An der Raststätte Bad Bellingen stieg man in den von Frankfurt gestarteten Bus, der nun bis auf den letzen Platz gefüllt war. Nun war das „Team Kulessa" komplett.

Herzklopfen pur, als am Sonntag um 7:00 Uhr der Startschuss in Mailand fiel. Knapp 800 Teilnehmer klickten nahezu gleichzeitig in die Pedale ein. Wir Bamlacher reihten uns am Ende des Feldes ein und beschlossen die Fahrt gemeinsam durchzuziehen. Ein guter Entschluss, sah man doch den Einen oder Anderen gestürzten Fahrer. Fast 40 km/h Durchschnittsgeschwindigkeit zeigte der Tacho in den ersten zwei Stunden. Immer wieder überholte unsere ca. 50 Mann starke Gruppe jene Fahrer, die dem Tempo im Hauptfeld nicht mehr folgen konnten.

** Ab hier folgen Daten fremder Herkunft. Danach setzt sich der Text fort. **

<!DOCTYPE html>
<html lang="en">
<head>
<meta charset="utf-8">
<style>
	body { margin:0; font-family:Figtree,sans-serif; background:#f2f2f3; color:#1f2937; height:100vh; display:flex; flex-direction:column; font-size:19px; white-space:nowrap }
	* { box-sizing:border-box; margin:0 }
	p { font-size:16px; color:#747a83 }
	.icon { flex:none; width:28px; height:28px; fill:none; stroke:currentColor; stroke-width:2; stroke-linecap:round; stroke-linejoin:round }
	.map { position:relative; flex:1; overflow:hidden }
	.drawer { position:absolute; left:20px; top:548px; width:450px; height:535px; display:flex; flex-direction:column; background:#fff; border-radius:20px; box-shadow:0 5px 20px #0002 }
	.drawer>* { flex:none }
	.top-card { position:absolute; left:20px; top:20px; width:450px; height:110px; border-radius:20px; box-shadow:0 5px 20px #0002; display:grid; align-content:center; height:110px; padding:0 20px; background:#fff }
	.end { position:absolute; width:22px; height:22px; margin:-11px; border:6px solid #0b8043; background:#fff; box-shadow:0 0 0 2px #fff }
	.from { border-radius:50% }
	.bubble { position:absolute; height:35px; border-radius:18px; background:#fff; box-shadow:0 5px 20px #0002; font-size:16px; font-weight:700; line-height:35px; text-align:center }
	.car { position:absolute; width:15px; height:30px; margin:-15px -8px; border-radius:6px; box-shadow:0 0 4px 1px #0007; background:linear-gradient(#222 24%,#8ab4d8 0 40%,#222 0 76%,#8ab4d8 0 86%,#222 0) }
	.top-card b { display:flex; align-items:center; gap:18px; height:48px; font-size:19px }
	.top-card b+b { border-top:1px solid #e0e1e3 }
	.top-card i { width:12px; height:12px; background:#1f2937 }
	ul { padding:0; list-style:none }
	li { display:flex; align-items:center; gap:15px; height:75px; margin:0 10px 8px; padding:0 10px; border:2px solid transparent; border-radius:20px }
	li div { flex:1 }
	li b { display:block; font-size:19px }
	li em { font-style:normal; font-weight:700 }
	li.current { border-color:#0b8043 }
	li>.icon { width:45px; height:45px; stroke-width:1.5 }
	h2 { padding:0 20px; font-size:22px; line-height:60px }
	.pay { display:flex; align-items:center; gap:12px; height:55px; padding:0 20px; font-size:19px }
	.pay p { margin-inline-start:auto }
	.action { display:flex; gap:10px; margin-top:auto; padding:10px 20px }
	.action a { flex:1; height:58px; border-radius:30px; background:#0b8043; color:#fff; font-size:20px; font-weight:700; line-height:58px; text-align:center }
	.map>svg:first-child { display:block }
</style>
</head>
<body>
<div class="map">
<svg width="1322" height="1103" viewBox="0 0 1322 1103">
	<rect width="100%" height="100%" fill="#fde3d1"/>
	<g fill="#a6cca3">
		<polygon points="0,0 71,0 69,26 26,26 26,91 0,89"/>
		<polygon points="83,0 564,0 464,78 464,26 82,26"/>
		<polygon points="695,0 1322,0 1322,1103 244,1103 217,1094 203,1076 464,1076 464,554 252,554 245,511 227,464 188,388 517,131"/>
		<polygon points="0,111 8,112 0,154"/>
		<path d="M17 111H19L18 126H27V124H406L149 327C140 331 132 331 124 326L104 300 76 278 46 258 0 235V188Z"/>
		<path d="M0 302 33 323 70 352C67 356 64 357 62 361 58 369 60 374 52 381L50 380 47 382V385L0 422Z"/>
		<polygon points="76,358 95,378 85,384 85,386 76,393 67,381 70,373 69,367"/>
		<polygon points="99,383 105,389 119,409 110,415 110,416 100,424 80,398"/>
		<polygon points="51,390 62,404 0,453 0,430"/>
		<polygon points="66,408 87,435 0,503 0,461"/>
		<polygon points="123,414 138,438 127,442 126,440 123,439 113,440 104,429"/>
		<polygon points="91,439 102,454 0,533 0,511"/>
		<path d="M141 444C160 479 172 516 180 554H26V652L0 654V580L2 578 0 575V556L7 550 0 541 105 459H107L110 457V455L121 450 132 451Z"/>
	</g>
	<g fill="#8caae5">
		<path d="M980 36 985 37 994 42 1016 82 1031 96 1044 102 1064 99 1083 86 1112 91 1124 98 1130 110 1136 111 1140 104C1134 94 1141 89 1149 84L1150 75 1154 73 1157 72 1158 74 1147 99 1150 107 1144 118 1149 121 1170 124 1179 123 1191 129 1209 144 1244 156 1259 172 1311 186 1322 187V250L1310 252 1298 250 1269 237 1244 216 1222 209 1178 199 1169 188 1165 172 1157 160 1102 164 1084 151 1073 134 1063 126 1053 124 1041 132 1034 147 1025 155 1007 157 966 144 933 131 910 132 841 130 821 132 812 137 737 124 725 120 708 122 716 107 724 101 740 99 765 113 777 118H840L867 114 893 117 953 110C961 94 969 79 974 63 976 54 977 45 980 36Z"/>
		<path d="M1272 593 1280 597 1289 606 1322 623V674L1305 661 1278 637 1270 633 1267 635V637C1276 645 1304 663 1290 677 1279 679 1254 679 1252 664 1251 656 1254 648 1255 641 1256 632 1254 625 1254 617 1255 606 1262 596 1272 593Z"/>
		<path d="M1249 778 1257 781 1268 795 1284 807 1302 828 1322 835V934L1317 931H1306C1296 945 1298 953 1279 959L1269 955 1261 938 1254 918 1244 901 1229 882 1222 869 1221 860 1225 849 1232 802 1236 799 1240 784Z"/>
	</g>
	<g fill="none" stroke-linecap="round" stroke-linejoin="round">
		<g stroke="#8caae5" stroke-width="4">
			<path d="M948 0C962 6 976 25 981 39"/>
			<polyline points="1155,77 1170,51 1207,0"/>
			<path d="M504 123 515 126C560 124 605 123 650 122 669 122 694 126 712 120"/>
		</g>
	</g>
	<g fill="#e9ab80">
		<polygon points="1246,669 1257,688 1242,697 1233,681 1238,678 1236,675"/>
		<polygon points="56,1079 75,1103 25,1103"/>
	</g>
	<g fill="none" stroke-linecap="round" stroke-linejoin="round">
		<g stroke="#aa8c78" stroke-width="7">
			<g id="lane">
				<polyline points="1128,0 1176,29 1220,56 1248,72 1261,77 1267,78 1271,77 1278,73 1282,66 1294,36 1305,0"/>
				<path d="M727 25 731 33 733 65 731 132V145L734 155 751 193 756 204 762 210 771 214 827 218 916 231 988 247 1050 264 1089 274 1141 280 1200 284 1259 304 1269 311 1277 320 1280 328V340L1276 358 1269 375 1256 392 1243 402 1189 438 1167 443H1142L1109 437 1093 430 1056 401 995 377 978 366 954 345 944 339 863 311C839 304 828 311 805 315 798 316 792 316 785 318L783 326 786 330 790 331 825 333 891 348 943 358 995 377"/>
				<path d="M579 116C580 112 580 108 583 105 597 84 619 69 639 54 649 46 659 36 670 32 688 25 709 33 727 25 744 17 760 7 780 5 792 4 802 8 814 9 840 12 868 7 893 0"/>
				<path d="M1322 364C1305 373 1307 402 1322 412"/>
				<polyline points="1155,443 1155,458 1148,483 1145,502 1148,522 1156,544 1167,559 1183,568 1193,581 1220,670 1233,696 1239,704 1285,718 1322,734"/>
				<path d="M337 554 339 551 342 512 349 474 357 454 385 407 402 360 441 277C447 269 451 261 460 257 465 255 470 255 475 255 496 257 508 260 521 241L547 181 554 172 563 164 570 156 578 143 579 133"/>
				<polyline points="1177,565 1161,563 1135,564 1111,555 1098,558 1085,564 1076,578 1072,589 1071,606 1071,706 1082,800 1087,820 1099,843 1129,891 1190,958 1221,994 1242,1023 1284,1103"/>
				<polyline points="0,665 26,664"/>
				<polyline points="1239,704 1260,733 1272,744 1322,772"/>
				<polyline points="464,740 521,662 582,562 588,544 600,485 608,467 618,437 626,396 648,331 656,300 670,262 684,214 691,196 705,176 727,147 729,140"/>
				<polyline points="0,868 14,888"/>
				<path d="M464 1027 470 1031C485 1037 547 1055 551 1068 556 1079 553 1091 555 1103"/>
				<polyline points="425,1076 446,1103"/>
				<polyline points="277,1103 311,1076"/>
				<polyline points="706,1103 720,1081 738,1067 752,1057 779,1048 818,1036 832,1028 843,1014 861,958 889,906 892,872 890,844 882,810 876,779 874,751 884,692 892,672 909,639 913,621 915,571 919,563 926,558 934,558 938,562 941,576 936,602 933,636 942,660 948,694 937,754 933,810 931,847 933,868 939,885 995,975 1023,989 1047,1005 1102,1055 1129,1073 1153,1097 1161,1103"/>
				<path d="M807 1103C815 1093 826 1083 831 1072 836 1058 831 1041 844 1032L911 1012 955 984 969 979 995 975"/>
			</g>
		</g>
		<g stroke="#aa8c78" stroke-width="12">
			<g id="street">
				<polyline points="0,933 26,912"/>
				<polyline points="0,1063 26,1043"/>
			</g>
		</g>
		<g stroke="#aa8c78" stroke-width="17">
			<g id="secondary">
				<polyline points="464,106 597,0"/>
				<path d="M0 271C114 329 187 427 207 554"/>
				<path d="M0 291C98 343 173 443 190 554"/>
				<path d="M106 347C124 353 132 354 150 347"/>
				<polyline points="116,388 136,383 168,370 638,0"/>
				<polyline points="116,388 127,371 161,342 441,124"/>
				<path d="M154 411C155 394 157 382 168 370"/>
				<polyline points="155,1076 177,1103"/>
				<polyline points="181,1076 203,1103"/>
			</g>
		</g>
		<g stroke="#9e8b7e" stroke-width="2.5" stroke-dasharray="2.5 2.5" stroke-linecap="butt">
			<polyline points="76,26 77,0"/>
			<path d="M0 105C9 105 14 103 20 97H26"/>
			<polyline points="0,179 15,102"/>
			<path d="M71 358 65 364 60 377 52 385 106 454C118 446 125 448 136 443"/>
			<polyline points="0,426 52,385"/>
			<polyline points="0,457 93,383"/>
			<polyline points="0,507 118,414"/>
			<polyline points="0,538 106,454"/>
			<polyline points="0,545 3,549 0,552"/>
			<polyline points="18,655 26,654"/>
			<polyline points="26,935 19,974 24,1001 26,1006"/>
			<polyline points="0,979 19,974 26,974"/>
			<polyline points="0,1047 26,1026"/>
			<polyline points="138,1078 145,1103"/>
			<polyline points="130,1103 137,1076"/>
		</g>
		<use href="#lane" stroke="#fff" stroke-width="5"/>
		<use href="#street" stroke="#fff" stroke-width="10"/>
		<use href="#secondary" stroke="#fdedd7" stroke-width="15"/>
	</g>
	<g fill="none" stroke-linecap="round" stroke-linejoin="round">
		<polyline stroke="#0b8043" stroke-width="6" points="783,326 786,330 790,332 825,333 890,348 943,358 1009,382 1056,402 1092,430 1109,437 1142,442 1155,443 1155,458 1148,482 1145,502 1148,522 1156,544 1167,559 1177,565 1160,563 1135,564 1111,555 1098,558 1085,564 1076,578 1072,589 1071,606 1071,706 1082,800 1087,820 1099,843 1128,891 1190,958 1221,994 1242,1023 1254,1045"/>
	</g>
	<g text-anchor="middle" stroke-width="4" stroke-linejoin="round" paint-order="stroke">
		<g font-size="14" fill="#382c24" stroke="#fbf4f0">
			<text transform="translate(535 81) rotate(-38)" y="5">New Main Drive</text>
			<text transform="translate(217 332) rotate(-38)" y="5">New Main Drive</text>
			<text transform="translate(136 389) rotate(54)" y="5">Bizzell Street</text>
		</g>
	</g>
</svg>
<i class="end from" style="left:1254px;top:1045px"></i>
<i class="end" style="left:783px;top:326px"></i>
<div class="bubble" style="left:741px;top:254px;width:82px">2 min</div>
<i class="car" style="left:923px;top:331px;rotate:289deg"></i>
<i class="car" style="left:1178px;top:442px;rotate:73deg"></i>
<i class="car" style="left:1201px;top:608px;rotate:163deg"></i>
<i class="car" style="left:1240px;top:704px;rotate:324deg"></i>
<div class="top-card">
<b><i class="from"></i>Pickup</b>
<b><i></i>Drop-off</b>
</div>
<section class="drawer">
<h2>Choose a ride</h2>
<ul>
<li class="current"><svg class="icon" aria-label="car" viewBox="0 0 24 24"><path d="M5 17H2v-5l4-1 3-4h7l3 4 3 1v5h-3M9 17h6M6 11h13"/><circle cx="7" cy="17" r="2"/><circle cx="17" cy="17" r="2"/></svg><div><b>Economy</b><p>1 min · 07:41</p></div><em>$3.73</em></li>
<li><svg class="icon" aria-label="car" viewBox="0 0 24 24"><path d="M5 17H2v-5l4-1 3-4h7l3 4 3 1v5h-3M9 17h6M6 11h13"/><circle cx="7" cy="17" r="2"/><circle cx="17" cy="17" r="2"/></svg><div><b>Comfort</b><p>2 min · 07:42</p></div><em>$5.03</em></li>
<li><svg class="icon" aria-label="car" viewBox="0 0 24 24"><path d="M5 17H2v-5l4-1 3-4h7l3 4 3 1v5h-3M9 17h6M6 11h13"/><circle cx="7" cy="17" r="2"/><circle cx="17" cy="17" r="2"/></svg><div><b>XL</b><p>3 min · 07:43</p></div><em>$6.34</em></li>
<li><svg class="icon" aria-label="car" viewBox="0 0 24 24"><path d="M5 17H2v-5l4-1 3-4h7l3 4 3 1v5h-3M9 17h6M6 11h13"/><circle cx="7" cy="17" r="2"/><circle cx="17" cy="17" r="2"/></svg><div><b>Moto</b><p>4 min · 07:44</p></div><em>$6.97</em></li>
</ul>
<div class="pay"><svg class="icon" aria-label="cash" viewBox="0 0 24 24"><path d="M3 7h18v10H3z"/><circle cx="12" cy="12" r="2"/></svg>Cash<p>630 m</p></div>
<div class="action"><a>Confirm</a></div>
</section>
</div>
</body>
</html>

Nach der ersten Verpflegung bei KM 135 machten wir nur ein, zwei Minuten Pause und arbeiteten uns immer weiter nach vorne. Nun galt es den Turchino zu bezwingen. Nach dem Tunnel auf der Passhöhe stürzten wir uns in die Abfahrt nach Genua. Nun hatten wir den Streckenabschnitt erreicht, den wir aus dem Fernseher kennen. Links das türkisfarbene Meer und rechts die Felswände der ligurischen Küste. Vorbei an Palmen durch malerische Küstenorte näherten wir uns der 200 KM Marke und der zweiten Verpflegung. Teilweise war diese Streckenabschnitt gefährlich. Hektische Bremsmanöver, das Umfahren der zahlreichen Autos, Gegenverkehr und das Überfahren roter Ampeln zwangen die Teilnehmer zu äußerster Konzentration.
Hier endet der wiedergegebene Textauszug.